Is there a popular static site generator for node.js?

EDIT: Whoops, there's now even a directory listing static site generators in different languages! https://www.staticgen.com/

I looked at Hexo, Assemble, Wintersmith, Docpad, Metalsmith, and many others. I wanted flexibility to restructure as I saw fit and easily add structures other than just blogs. I tried docpad but it struck me as too "tell you how it's gonna be", even setting your front end template. Metalsmith (http://www.metalsmith.io/) was a great solution to that. It's a lot like using Gulp and Express' middleware plugins. I liked that I could completely customize the build pipeline to get exactly what I wanted. There's also a way to do your build pipeline with config files, if that's your cup of tea.
When I looked into this, Hexo is the one that seemed to be most popular: http://hexo.io/
I like Docpad, it was one of the first. https://docpad.org/
Been using octopress for a little over a year now, and this post sums up everything thats been a pain in the ass for me when it comes to upgrades/customization/etc.

HERE HERE! Can't wait for this to be out!

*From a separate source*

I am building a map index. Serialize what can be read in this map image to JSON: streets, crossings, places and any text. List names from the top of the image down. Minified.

I hope, however, that the author gives some thought to being able to freeze content, perhaps at the plugin level. I would hate to use a plugin, generate output, and find that at some point in the future, when the gem hasn't been maintained, the rest of my site suffers because I'm no longer able to mix current code with a plugin used at some point in the past. It would be great if I could have some sort of 'freeze' functionality that would take all the plugin level output as it exists today, lock it down, and update the rest of the site without having that plugin installed any more.

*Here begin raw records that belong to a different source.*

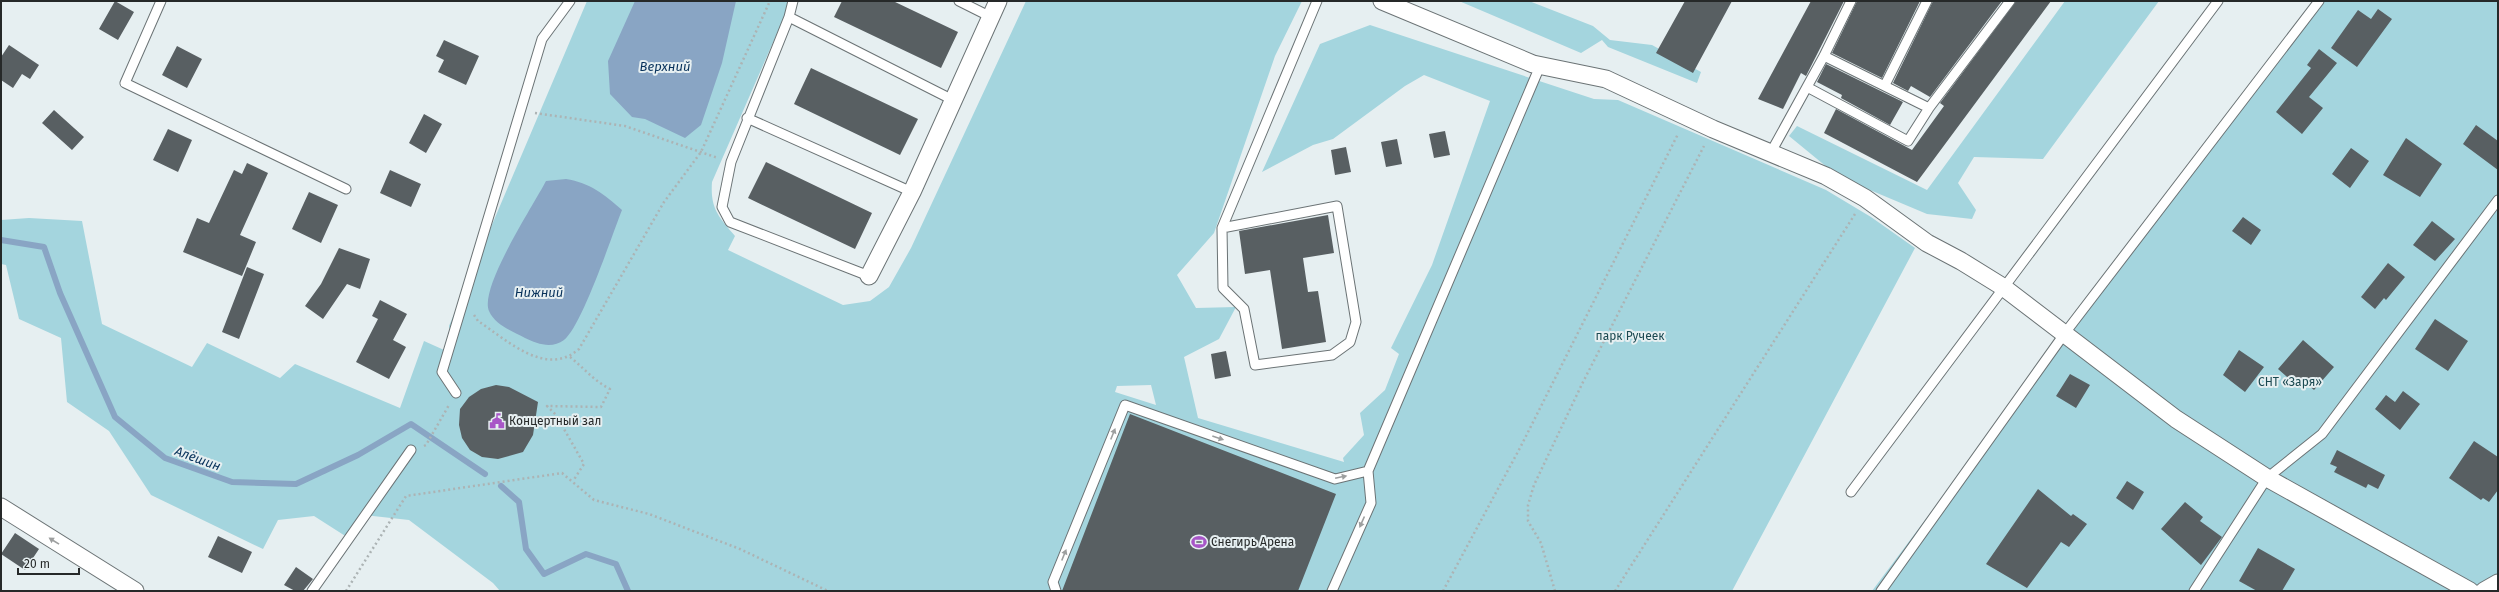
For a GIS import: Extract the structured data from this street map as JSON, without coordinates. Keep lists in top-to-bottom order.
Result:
{
  "water": ["Верхний", "Нижний", "Алёшин"],
  "parks": ["парк Ручеек", "СНТ «Заря»"],
  "places": {
    "public building": ["Концертный зал"],
    "sports": ["Снегирь Арена"]
  },
  "scale_bar": "20 m"
}
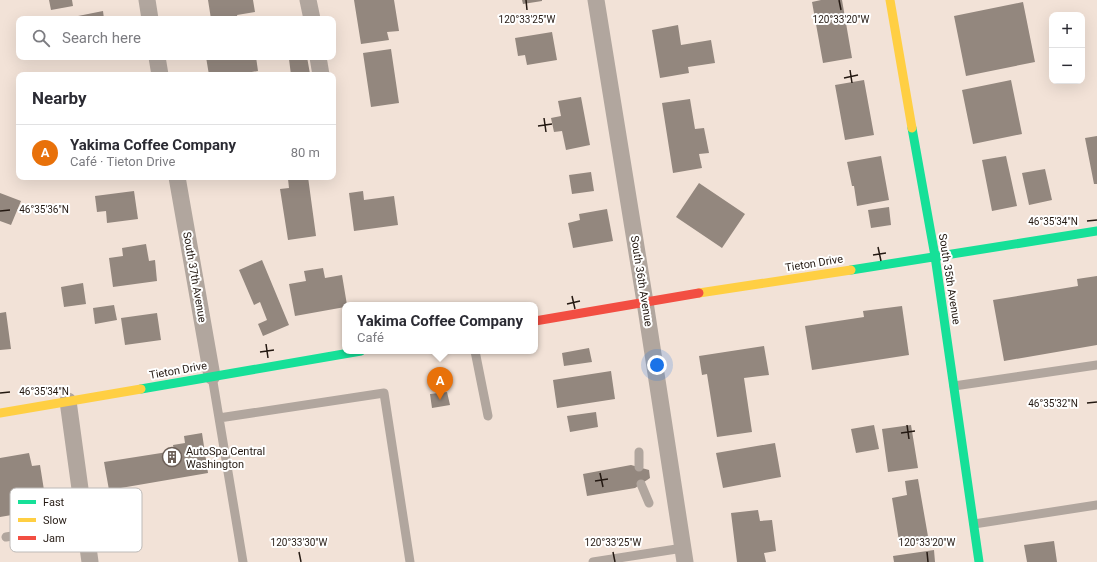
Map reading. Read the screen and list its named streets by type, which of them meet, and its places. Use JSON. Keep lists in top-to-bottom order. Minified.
{"streets":{"main road":["Tieton Drive","South 35th Avenue"],"street":["South 37th Avenue","South 36th Avenue"]},"crossings":[["Tieton Drive","South 37th Avenue"],["Tieton Drive","South 35th Avenue"],["Tieton Drive","South 36th Avenue"]],"places":{"building":["AutoSpa Central Washington"]},"legend":["Fast","Slow","Jam"],"page":{"map_buttons":["+","−"],"search":"Search here","heading":"Nearby","list":[{"mark":"A","name":"Yakima Coffee Company","note":"Café · Tieton Drive","value":"80 m"}],"popup":["Yakima Coffee Company","Café"],"pins":"A"},"coordinates":["120°33'25\"W","120°33'20\"W","46°35'36\"N","46°35'34\"N","46°35'32\"N","120°33'30\"W"]}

You can specify a specific version of a plugin in the Gemfile and it will never change, but you'll be able to update everything else.

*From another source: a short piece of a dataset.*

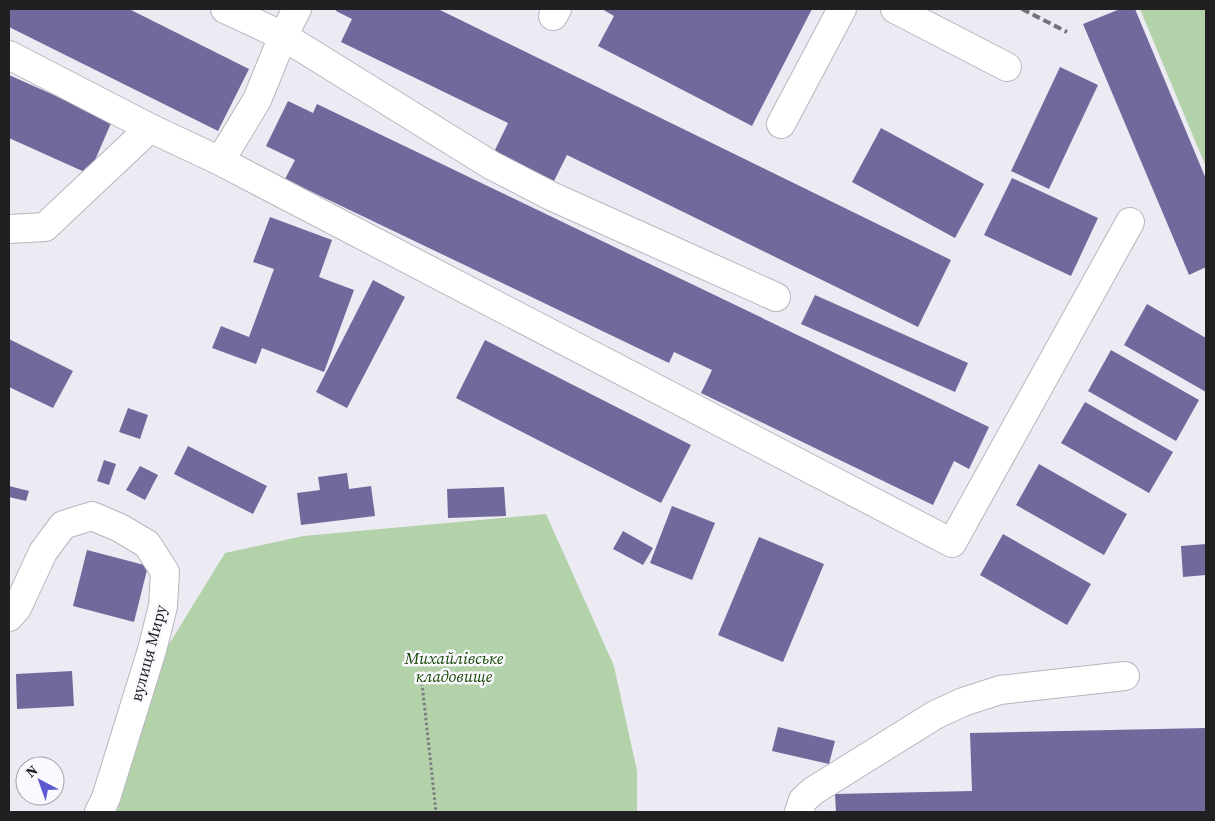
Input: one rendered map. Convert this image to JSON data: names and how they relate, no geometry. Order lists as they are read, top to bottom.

I look at GitHub issues and I'm just afraid to mess with things. Even if I fix stuff, there's a high likelihood that it will break something else or be hard to update to. I too cannot wait to release this.
Talk about bad timing, I just moved from Octopress to vanilla Jekyll yesterday. The only thing I really miss from Octopress is the CLI for generating new posts and it seems I'll be able to use it again, yay. http://prose.io/ is also an interesting project for editing posts.
Not sure why you'd say "bad timing". Moving to Vanilla Jekyll is the right decision. You'll be able to use any and all of the new plugins. There's no distinction anymore.
Hmm thank you for the story and the awesome work. Though I use DocPad right now Octopress / Jekyll is a great as well. And maybe we have room for another static site generator....The one I am working on :)
Glad to see this! I experimented with Octopress a while ago, and I've been meaning to try it out again.